=== Work order ===
Search the data for the word "ELIZABETH" and copy out every line that has it.

=== Records provided ===
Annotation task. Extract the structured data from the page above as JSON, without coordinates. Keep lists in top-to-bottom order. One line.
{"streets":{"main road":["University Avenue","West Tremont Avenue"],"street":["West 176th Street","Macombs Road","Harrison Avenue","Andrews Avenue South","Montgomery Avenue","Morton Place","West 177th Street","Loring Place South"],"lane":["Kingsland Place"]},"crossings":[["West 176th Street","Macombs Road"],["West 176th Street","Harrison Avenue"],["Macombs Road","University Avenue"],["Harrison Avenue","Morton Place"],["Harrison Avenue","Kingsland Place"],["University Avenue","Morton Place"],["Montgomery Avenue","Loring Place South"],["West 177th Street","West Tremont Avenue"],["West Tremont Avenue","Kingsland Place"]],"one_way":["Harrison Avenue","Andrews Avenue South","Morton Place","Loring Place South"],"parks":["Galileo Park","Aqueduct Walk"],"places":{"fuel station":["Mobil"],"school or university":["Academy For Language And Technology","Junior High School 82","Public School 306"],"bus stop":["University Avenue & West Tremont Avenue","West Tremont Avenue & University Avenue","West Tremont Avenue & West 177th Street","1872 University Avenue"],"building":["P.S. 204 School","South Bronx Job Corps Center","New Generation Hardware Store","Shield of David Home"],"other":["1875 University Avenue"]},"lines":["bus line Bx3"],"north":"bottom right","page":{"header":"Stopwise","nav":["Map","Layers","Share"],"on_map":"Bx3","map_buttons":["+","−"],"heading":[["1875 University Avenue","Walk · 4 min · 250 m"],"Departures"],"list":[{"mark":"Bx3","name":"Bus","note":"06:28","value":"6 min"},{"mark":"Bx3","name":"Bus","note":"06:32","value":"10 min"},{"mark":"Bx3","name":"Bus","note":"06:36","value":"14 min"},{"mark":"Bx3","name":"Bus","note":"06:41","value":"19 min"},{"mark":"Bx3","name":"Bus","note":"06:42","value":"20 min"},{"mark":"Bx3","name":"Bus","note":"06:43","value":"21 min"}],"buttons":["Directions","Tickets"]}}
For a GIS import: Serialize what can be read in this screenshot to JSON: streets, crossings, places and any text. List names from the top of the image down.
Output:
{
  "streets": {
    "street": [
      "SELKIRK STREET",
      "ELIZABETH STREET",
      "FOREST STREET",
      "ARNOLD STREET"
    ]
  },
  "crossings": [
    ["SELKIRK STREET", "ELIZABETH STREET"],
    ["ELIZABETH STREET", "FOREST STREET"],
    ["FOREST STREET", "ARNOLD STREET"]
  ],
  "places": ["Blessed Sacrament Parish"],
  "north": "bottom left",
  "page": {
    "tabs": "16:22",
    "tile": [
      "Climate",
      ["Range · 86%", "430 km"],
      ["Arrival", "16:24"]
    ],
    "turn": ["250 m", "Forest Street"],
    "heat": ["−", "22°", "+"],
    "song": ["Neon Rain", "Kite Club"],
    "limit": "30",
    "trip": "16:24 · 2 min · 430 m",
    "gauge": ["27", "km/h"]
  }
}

=== Task output ===
      "ELIZABETH STREET",
    ["SELKIRK STREET", "ELIZABETH STREET"],
    ["ELIZABETH STREET", "FOREST STREET"],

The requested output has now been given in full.